<<<<

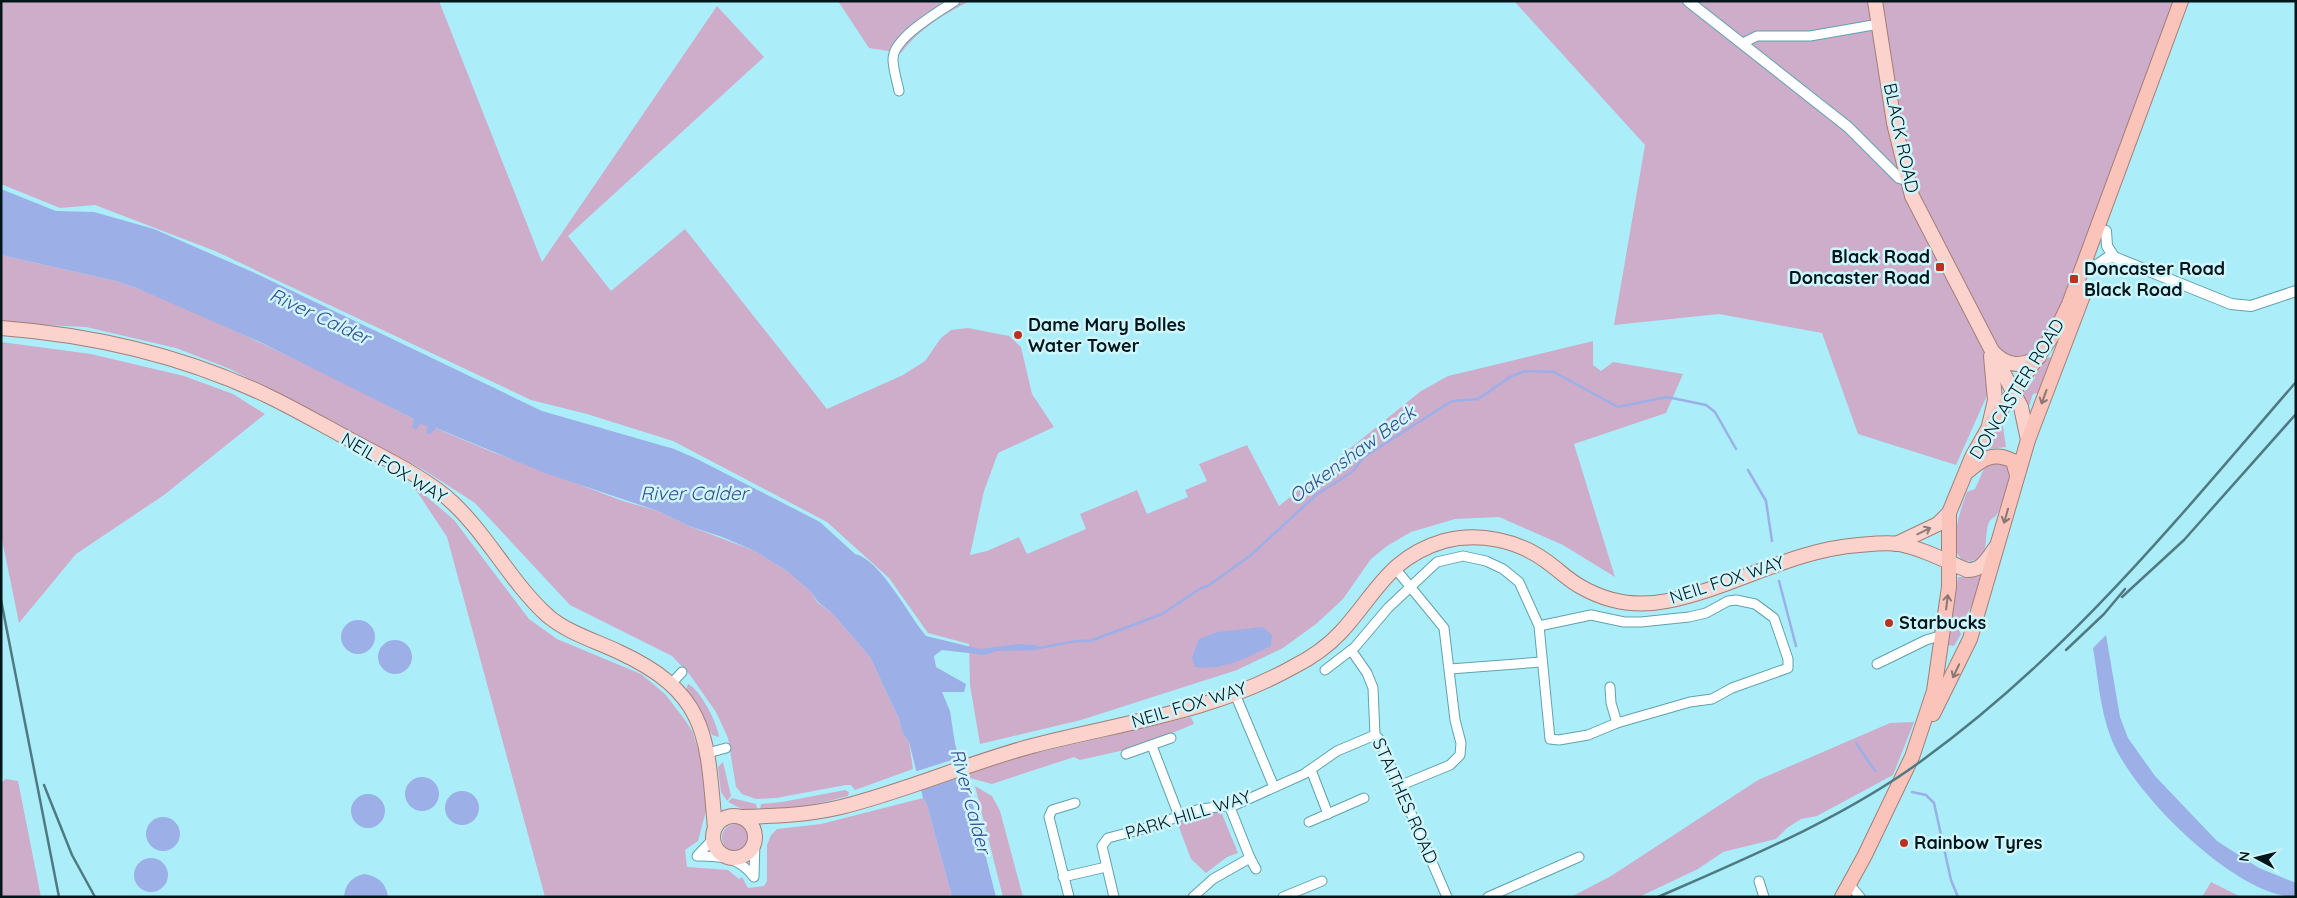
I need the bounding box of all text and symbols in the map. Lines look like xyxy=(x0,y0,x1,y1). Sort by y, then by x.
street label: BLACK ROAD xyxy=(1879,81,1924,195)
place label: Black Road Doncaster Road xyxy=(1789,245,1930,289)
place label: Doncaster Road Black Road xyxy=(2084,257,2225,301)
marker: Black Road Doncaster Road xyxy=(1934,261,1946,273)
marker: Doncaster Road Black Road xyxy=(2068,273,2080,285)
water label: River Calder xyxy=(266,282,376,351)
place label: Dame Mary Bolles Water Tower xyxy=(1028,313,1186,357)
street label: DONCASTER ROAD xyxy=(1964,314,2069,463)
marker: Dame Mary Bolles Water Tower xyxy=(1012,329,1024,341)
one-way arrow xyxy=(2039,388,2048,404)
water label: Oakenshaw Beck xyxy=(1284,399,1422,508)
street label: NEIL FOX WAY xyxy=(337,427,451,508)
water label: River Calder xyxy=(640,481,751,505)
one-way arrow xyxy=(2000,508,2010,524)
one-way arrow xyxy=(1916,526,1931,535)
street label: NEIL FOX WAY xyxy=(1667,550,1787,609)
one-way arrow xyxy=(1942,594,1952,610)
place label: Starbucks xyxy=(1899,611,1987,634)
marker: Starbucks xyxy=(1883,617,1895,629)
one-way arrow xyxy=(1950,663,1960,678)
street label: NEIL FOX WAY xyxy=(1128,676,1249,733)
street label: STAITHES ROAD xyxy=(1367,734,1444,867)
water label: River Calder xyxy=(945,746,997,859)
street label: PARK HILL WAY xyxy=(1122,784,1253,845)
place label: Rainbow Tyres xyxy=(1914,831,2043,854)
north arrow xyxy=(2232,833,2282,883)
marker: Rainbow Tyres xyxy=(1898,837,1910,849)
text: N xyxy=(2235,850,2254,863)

>>>>

Try it:
Only the pictures may be dropped; print every record exactly as given.

Result below:
I need the bounding box of all text and symbols in the map. Lines look like xyxy=(x0,y0,x1,y1). Sort by y, then by x.
street label: BLACK ROAD xyxy=(1879,81,1924,195)
place label: Black Road Doncaster Road xyxy=(1789,245,1930,289)
place label: Doncaster Road Black Road xyxy=(2084,257,2225,301)
marker: Black Road Doncaster Road xyxy=(1934,261,1946,273)
marker: Doncaster Road Black Road xyxy=(2068,273,2080,285)
water label: River Calder xyxy=(266,282,376,351)
place label: Dame Mary Bolles Water Tower xyxy=(1028,313,1186,357)
street label: DONCASTER ROAD xyxy=(1964,314,2069,463)
marker: Dame Mary Bolles Water Tower xyxy=(1012,329,1024,341)
one-way arrow xyxy=(2039,388,2048,404)
water label: Oakenshaw Beck xyxy=(1284,399,1422,508)
street label: NEIL FOX WAY xyxy=(337,427,451,508)
water label: River Calder xyxy=(640,481,751,505)
one-way arrow xyxy=(2000,508,2010,524)
one-way arrow xyxy=(1916,526,1931,535)
street label: NEIL FOX WAY xyxy=(1667,550,1787,609)
one-way arrow xyxy=(1942,594,1952,610)
place label: Starbucks xyxy=(1899,611,1987,634)
marker: Starbucks xyxy=(1883,617,1895,629)
one-way arrow xyxy=(1950,663,1960,678)
street label: NEIL FOX WAY xyxy=(1128,676,1249,733)
street label: STAITHES ROAD xyxy=(1367,734,1444,867)
water label: River Calder xyxy=(945,746,997,859)
street label: PARK HILL WAY xyxy=(1122,784,1253,845)
place label: Rainbow Tyres xyxy=(1914,831,2043,854)
north arrow xyxy=(2232,833,2282,883)
marker: Rainbow Tyres xyxy=(1898,837,1910,849)
text: N xyxy=(2235,850,2254,863)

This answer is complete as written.